Input data:
────────────────────

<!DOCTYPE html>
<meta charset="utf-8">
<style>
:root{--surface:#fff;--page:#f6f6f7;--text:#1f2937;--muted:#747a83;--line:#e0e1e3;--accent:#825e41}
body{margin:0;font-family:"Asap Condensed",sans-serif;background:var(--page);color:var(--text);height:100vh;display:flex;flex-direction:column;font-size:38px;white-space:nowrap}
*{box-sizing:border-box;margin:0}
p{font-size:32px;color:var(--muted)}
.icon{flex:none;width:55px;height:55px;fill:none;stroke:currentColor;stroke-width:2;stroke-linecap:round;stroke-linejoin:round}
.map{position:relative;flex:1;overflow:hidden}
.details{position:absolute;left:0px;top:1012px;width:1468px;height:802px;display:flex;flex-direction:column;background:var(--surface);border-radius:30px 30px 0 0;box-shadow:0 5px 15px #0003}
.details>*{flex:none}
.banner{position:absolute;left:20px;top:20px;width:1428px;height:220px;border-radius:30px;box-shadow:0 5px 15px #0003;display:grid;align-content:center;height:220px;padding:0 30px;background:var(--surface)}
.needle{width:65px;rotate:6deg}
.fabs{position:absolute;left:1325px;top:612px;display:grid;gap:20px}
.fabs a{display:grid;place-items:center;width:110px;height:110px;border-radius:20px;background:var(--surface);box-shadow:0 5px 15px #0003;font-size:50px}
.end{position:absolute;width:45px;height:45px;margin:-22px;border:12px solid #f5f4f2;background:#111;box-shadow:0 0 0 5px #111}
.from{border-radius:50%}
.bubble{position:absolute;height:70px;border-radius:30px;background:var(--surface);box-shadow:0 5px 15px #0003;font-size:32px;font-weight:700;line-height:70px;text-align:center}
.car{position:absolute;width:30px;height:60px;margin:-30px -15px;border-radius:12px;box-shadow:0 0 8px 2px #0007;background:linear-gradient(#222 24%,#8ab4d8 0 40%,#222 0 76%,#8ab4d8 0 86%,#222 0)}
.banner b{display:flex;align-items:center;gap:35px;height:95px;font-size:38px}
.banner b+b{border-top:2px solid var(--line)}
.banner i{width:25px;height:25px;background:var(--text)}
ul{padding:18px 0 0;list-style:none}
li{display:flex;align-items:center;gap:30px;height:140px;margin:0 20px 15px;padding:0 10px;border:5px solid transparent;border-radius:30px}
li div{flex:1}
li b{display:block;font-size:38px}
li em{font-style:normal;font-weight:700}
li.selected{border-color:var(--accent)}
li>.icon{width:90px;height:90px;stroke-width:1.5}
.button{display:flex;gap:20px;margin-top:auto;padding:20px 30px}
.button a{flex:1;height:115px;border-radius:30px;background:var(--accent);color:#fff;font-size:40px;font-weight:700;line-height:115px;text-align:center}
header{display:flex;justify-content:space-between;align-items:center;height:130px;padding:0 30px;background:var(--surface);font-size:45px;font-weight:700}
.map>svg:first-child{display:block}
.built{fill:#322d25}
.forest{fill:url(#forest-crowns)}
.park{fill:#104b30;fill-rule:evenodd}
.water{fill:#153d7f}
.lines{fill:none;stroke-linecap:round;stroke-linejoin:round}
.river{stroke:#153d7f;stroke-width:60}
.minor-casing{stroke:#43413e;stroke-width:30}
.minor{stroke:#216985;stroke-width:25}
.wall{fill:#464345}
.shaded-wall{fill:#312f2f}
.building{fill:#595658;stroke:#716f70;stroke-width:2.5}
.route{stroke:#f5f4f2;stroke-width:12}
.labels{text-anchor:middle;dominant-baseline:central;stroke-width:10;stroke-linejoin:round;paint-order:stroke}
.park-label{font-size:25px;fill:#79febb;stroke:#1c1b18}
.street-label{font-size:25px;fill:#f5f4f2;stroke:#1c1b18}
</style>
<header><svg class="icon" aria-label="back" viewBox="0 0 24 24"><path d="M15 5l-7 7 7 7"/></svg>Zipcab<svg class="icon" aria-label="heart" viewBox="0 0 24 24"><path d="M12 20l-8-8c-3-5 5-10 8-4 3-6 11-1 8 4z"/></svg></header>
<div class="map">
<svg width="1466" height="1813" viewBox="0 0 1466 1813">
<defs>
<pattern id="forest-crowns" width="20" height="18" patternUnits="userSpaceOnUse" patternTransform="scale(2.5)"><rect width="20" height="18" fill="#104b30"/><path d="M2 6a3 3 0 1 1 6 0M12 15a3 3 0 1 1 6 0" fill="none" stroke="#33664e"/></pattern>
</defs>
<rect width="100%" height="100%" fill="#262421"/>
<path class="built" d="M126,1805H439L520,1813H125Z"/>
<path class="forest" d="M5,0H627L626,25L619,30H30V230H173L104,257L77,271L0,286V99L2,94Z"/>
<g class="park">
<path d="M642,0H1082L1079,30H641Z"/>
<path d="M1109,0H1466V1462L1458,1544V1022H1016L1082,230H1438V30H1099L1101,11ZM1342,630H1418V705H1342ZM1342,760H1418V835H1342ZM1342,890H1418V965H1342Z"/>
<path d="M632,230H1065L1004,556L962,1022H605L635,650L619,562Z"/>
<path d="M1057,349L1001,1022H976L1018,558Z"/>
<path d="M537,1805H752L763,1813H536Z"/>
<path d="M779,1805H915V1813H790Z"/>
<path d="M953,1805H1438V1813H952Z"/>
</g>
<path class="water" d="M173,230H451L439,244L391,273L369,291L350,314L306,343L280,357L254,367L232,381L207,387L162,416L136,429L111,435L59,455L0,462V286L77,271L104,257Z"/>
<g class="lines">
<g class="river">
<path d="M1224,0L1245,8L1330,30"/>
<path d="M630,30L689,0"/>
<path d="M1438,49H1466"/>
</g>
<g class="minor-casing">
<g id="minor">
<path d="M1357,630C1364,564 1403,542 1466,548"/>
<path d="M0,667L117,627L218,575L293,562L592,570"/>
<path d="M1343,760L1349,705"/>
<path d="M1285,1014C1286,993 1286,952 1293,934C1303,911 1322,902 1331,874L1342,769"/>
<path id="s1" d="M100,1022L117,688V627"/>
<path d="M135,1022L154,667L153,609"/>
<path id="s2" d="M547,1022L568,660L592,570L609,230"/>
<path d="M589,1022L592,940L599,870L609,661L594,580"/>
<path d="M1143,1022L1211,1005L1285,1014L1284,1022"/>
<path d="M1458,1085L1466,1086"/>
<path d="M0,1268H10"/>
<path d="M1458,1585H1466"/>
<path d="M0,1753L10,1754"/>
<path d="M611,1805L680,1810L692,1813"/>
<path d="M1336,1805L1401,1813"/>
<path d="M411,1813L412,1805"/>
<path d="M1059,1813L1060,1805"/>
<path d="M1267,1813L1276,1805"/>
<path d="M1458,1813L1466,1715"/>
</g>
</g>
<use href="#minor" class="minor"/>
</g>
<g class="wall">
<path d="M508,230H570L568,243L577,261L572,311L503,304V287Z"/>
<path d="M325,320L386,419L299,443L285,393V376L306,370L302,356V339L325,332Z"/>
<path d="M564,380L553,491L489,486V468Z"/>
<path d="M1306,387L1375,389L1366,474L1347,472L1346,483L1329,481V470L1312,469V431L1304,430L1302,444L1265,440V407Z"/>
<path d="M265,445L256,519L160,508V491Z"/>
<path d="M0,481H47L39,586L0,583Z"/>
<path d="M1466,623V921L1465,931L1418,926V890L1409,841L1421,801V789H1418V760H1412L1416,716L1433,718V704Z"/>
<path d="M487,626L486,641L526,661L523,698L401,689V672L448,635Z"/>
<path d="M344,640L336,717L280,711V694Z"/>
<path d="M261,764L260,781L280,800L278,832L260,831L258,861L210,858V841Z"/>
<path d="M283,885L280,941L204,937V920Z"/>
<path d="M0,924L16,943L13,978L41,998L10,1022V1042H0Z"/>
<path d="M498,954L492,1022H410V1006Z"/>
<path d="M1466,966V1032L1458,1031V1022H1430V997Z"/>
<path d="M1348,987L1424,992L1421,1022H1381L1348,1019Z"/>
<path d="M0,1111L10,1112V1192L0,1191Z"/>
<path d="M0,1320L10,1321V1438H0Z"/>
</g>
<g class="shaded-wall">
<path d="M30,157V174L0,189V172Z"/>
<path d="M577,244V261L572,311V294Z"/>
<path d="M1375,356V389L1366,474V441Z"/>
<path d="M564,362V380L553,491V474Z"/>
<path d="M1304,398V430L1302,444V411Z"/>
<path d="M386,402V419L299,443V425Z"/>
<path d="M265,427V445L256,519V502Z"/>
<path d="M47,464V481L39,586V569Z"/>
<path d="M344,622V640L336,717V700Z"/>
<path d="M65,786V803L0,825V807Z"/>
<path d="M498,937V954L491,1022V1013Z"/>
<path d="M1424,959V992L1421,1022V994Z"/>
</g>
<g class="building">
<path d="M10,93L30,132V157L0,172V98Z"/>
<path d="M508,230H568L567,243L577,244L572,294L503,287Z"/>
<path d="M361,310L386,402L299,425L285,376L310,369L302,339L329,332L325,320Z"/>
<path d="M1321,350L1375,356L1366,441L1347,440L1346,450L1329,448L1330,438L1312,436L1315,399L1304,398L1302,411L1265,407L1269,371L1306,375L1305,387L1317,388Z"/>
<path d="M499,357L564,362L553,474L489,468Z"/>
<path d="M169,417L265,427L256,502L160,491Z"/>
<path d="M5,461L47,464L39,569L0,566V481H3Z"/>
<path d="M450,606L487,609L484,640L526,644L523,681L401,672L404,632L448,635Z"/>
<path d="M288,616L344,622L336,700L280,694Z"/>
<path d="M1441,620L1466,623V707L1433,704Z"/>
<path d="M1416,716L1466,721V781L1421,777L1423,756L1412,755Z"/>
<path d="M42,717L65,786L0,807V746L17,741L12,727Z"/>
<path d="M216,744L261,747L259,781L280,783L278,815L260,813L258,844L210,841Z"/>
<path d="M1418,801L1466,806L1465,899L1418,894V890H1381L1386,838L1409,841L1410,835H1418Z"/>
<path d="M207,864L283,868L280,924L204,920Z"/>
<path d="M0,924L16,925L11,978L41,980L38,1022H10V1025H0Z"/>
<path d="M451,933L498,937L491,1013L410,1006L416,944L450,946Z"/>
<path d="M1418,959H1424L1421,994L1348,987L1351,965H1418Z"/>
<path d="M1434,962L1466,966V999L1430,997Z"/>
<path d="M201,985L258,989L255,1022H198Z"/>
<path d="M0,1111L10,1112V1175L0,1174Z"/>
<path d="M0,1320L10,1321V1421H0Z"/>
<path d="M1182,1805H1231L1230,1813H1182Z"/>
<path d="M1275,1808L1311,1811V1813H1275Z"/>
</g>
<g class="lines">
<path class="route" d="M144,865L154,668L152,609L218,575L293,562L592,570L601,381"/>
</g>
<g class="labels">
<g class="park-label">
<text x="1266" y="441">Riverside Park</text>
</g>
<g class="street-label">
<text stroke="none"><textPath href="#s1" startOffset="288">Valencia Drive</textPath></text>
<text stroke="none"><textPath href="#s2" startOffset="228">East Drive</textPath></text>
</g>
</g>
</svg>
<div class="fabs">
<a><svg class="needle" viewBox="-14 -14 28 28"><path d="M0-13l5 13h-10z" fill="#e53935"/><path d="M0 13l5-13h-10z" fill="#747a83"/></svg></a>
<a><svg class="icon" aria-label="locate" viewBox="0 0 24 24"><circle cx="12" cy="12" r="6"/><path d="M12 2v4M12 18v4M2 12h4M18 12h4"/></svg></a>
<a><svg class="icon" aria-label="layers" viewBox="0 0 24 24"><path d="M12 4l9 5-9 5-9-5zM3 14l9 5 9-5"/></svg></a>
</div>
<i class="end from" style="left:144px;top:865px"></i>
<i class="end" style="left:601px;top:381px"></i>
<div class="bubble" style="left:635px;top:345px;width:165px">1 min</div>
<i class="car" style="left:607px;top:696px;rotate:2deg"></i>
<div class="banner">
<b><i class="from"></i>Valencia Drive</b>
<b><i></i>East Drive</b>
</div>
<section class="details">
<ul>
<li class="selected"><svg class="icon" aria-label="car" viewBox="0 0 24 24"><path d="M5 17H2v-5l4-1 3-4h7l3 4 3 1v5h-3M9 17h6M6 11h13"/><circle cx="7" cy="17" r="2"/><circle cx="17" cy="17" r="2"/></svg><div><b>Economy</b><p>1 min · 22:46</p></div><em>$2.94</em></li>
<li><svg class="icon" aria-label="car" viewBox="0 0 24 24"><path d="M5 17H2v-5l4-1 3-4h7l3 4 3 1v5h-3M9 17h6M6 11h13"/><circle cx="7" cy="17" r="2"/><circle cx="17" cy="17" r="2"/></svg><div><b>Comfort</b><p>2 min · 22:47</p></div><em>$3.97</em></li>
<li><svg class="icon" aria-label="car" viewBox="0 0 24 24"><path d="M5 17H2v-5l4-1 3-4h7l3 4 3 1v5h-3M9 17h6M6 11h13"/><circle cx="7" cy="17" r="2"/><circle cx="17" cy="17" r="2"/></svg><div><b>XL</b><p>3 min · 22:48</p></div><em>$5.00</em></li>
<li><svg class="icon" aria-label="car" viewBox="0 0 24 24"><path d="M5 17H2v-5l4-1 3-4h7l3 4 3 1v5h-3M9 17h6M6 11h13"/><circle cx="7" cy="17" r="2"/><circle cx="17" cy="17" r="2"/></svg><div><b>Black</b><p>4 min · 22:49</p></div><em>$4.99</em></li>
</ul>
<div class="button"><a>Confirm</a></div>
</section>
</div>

────────────────────

Work order:
From the listing above, give the number of lines in which the word "grid" occurs, and nothing else.

Reply:
3